# Day 71: Model Extraction Defense

Model Extraction attacks involve an adversary querying a model to train a 'shadow model' that replicates its behavior. This compromises IP and can bypass safety guardrails.

In this lab, we implement:
1. **Rate Limiting**: Throttling users who query too frequently.
2. **Watermarking**: Deterministically perturbing outputs so they carry a 'fingerprint'.
3. **Query Monitoring**: Detecting high-entropy queries near decision boundaries.

In [None]:
import sys
import os
import numpy as np

# Add root directory to sys.path
sys.path.append(os.path.abspath('../../'))

from src.security.extraction_defense import ExtractionDefender, QueryMonitor

## 1. Rate Limiting

We simulate a user attempting to scrape the model.

In [None]:
defender = ExtractionDefender(rate_limit=3, window_seconds=10)
user_id = "scraper_bot"

for i in range(5):
    allowed = defender.check_rate_limit(user_id)
    status = "ALLOWED" if allowed else "BLOCKED"
    print(f"Query {i+1}: {status}")

## 2. Output Watermarking

We inject a subtle, deterministic bias into the probabilities.

In [None]:
probs = np.array([[0.9, 0.1], [0.4, 0.6]])
watermarked = defender.apply_watermark(probs)

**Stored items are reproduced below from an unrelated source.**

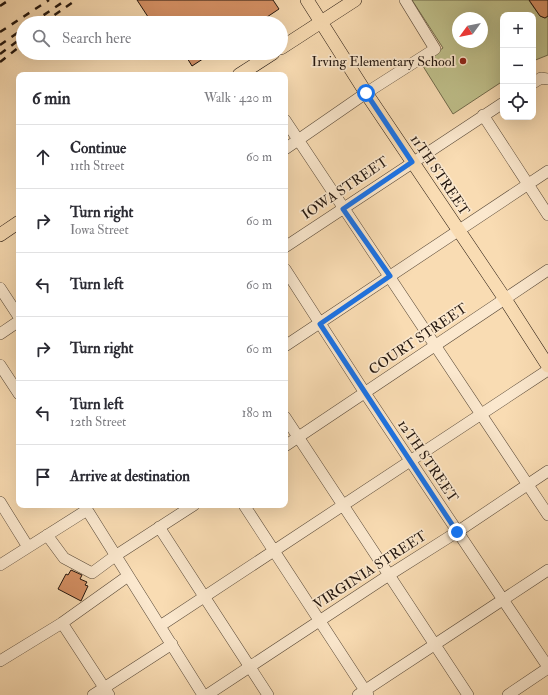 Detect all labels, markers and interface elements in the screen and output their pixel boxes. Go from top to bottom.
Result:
north arrow [452,12,488,48]
map controls [500,12,536,120]
button: + [500,12,536,48]
search box [16,16,288,60]
icon: search [30,27,52,49]
text: Search here [62,29,131,48]
button: − [500,48,536,84]
place label: Irving Elementary School [312,53,455,71]
marker: Irving Elementary School [458,56,468,66]
route start [357,84,375,102]
button: locate [500,84,536,120]
text: 6 min [32,88,71,109]
text: Walk · 420 m [204,90,272,106]
street label: 11TH STREET [407,131,474,219]
text: Continue [70,139,126,158]
icon: ahead [32,146,54,168]
text: 60 m [246,149,272,165]
street label: IOWA STREET [299,152,392,223]
text: 11th Street [70,158,124,174]
text: Turn right [70,203,133,222]
icon: right [32,210,54,232]
text: 60 m [246,213,272,229]
text: Iowa Street [70,222,129,238]
icon: left [32,274,54,296]
text: Turn left [70,275,124,294]
text: 60 m [246,277,272,293]
street label: COURT STREET [366,299,471,378]
icon: right [32,338,54,360]
text: Turn right [70,339,133,358]
text: 60 m [246,341,272,357]
text: Turn left [70,395,124,414]
icon: left [32,402,54,424]
text: 180 m [242,405,272,421]
text: 12th Street [70,414,126,430]
street label: 12TH STREET [394,417,462,506]
icon: arrive [32,466,54,488]
text: Arrive at destination [70,467,190,486]
route end [448,523,466,541]
street label: VIRGINIA STREET [310,527,430,613]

print("Original Probs:\n", probs)
print("Watermarked Probs:\n", watermarked)
print("Shift:", watermarked - probs)

## 3. Query Suspicion (Decision Boundaries)

Adversaries often target the decision boundary ($P \approx 0.5$). We use entropy to detect this.

In [None]:
monitor = QueryMonitor()

# Case A: Informative/Safe queries (high confidence)
safe_batch = np.array([[0.99, 0.01], [0.98, 0.02]])

# Case B: Extraction-style queries (boundary target)
extraction_batch = np.array([[0.51, 0.49], [0.48, 0.52]])

print(f"Safe Batch Suspicion: {monitor.estimate_query_suspicion(safe_batch):.4f}")
print(f"Extraction Batch Suspicion: {monitor.estimate_query_suspicion(extraction_batch):.4f}")